- [WORK TASK]: Wherever a line below holds the word "stream", copy that line.

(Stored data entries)
========================================================================
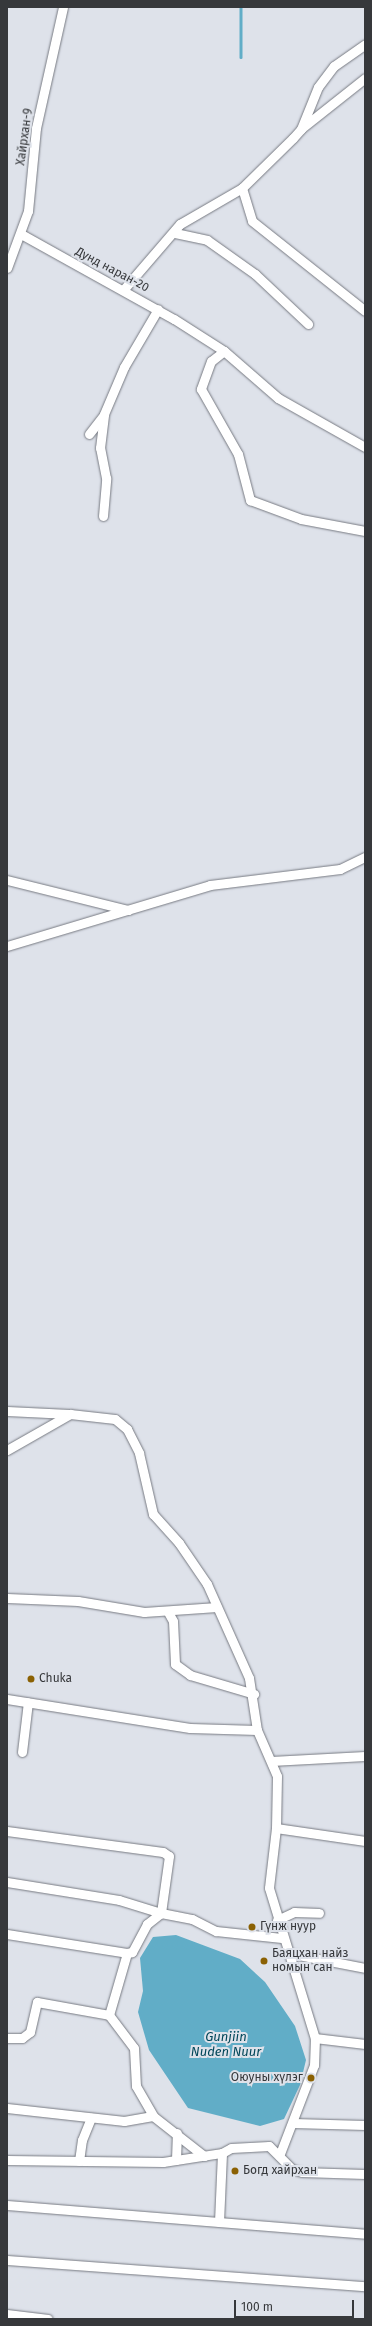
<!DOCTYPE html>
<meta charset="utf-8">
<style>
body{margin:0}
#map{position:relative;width:372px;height:2326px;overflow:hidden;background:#dee2ea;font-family:"Fira Sans",sans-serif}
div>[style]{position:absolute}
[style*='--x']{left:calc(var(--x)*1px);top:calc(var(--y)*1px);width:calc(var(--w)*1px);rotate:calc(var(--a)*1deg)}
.water>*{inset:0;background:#61adc7}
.stream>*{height:2.5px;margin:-1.25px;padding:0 1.25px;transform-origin:1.25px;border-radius:1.25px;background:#61adc7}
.roads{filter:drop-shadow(0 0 1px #777a82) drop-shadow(0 0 1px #777a82)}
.minor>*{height:9px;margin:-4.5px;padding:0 4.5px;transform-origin:4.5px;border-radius:4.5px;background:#fff}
.dots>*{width:11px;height:11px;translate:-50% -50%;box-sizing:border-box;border:2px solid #dee2ea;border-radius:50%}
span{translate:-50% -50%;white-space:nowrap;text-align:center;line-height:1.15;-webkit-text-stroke:4px #dee2ea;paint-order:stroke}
.street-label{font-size:12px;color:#36383b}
.poi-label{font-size:12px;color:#36383b}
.left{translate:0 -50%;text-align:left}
.right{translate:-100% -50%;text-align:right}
.water-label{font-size:13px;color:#004659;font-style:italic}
.frame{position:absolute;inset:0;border:8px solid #36383b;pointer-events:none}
.scale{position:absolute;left:234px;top:2300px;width:120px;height:18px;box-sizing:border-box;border:2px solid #36383b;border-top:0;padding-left:5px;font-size:12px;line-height:14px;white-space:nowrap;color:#36383b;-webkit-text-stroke:3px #dee2ea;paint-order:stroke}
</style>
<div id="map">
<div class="water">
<i style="clip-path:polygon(176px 1935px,240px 1959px,265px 1982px,295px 2026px,306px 2060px,300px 2085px,284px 2119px,260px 2126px,188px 2108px,149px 2050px,138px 2012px,143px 1991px,140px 1958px,153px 1937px)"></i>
</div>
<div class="stream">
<i style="--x:241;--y:7;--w:50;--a:90"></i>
</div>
<div class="roads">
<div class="minor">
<i style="--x:302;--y:128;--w:80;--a:-38.4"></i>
<i style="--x:242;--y:188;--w:34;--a:73"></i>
<i style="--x:252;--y:221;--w:144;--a:38.5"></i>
<i style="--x:175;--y:233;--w:33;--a:12"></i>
<i style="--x:207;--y:240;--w:59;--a:35.3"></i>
<i style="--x:255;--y:274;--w:73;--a:43.3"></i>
<i style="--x:21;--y:234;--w:175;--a:29.1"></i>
<i style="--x:174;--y:319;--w:59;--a:32.6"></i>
<i style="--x:224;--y:351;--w:72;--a:41"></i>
<i style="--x:278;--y:398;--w:100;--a:29.4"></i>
<i style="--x:7;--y:268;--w:61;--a:-69.8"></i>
<i style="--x:28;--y:211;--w:83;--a:-84.5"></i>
<i style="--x:36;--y:128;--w:124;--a:-77.4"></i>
<i style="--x:124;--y:289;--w:86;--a:-49.3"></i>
<i style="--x:180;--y:224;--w:72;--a:-30.1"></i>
<i style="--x:242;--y:188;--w:71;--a:-44.4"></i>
<i style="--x:293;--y:138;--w:12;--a:-48"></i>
<i style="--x:301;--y:129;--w:45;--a:-68"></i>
<i style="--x:318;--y:87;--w:26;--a:-53"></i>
<i style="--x:334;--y:66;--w:38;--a:-35"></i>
<i style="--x:224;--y:351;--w:16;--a:142"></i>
<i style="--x:211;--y:361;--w:30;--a:110"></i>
<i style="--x:201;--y:389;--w:75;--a:60.4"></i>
<i style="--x:238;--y:454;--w:48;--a:75.4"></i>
<i style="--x:250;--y:500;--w:54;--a:20.4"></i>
<i style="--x:301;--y:519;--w:65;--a:10.6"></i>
<i style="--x:89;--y:434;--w:23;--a:-52"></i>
<i style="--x:103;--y:516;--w:38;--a:-85"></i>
<i style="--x:106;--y:478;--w:31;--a:-101"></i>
<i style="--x:100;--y:448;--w:34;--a:-83"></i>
<i style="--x:104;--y:414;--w:51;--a:-66.9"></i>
<i style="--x:124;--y:367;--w:67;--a:-59.6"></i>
<i style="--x:7;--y:880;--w:125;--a:13.9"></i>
<i style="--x:7;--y:946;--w:212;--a:-16.7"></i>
<i style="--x:210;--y:885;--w:131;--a:-7"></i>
<i style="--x:340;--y:869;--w:28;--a:-26"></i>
<i style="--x:7;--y:1411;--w:62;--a:2.8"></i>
<i style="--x:7;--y:1450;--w:73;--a:-29.7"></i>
<i style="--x:70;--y:1414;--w:45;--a:6.3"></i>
<i style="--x:115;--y:1419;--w:16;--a:40"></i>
<i style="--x:127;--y:1429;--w:27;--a:63"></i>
<i style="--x:139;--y:1453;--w:63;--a:77.1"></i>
<i style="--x:153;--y:1514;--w:39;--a:48"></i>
<i style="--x:179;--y:1543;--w:50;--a:55.7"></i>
<i style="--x:207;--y:1584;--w:103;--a:65.9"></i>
<i style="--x:249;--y:1678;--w:53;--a:81.3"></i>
<i style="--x:7;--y:1598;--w:71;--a:2.4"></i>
<i style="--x:78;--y:1601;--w:67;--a:9.5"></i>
<i style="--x:144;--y:1612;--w:73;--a:-3.9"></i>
<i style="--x:168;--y:1612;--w:10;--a:61"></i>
<i style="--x:173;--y:1621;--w:43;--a:87.3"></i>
<i style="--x:175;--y:1664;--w:19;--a:36"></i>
<i style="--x:190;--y:1675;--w:67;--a:16.5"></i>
<i style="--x:7;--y:1699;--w:185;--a:9"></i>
<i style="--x:190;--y:1728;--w:67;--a:1.7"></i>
<i style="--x:257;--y:1730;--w:50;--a:66.5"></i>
<i style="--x:277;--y:1776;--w:52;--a:91.1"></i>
<i style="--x:276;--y:1828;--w:60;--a:96.7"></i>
<i style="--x:269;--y:1888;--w:157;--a:73"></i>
<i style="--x:315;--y:2038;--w:27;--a:92"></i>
<i style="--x:314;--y:2065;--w:97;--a:111"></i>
<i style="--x:22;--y:1752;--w:50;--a:-83.2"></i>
<i style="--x:271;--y:1761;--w:94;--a:-3"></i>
<i style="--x:276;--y:1828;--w:90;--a:8.3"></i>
<i style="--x:7;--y:1831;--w:157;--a:7.7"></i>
<i style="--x:163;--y:1852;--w:7;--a:34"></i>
<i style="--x:169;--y:1856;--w:58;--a:98"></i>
<i style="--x:161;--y:1913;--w:32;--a:11"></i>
<i style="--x:192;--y:1919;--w:27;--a:27"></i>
<i style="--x:216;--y:1931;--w:66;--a:6.1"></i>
<i style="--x:7;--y:1882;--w:113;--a:9.1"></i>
<i style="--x:119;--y:1900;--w:44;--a:17.2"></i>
<i style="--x:161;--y:1913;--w:18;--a:142"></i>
<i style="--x:147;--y:1924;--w:32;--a:118"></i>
<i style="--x:132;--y:1952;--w:5;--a:169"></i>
<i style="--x:127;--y:1953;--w:65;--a:106.2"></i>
<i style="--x:277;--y:1920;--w:19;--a:-25"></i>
<i style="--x:294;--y:1912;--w:25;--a:2"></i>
<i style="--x:7;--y:1934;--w:121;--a:9"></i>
<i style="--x:288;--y:1953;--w:78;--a:11"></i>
<i style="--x:7;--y:2038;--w:15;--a:0"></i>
<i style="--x:22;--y:2038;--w:10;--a:-37"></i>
<i style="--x:30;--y:2032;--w:31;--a:-77"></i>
<i style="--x:37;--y:2002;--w:73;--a:10.2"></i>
<i style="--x:109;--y:2015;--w:41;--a:52.9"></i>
<i style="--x:134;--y:2048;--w:38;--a:87"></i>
<i style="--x:136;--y:2086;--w:34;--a:60"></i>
<i style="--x:315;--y:2038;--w:50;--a:6.8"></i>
<i style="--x:7;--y:2108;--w:118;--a:6.3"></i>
<i style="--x:124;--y:2121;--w:29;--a:-10"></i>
<i style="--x:153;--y:2116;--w:65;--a:38.1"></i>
<i style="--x:293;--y:2123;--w:72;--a:1.6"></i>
<i style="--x:7;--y:2160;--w:156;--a:0.7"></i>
<i style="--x:163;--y:2162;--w:60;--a:-8.7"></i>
<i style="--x:222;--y:2153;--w:10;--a:-29"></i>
<i style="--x:231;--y:2148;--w:38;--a:-3"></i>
<i style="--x:269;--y:2146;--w:33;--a:45"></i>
<i style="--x:292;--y:2169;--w:10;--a:17"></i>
<i style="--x:302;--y:2172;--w:63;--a:1.8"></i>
<i style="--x:176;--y:2160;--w:27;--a:-88"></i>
<i style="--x:79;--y:2161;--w:21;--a:-82"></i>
<i style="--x:82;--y:2140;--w:24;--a:-68"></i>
<i style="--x:7;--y:2205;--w:359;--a:4.6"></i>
<i style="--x:219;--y:2222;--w:69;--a:-87.5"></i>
<i style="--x:7;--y:2260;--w:359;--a:4.2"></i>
<i style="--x:7;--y:2314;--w:41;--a:7"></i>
</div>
</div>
<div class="dots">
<i style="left:31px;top:1679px;background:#8b6103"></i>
<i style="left:252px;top:1927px;background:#8b6103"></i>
<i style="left:264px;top:1961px;background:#8b6103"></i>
<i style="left:311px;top:2078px;background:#8b6103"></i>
<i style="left:235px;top:2171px;background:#8b6103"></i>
</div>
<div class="street-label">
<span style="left:25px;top:137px;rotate:-82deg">Хайрхан-9</span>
<span style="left:112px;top:270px;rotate:28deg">Дунд наран-20</span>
</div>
<div class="poi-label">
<span class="left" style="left:39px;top:1679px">Chuka</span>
<span class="left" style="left:260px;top:1927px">Гүнж нуур</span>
<span class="left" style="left:272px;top:1961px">Баяцхан найз<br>номын сан</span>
<span class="right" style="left:303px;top:2078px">Оюуны хүлэг</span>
<span class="left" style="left:243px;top:2171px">Богд хайрхан</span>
</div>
<div class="water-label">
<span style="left:226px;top:2045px">Gunjiin<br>Nuden Nuur</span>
</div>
<div class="frame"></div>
<div class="scale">100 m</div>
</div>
========================================================================
- [RESULT OF THE EXERCISE]:
.stream>*{height:2.5px;margin:-1.25px;padding:0 1.25px;transform-origin:1.25px;border-radius:1.25px;background:#61adc7}
<div class="stream">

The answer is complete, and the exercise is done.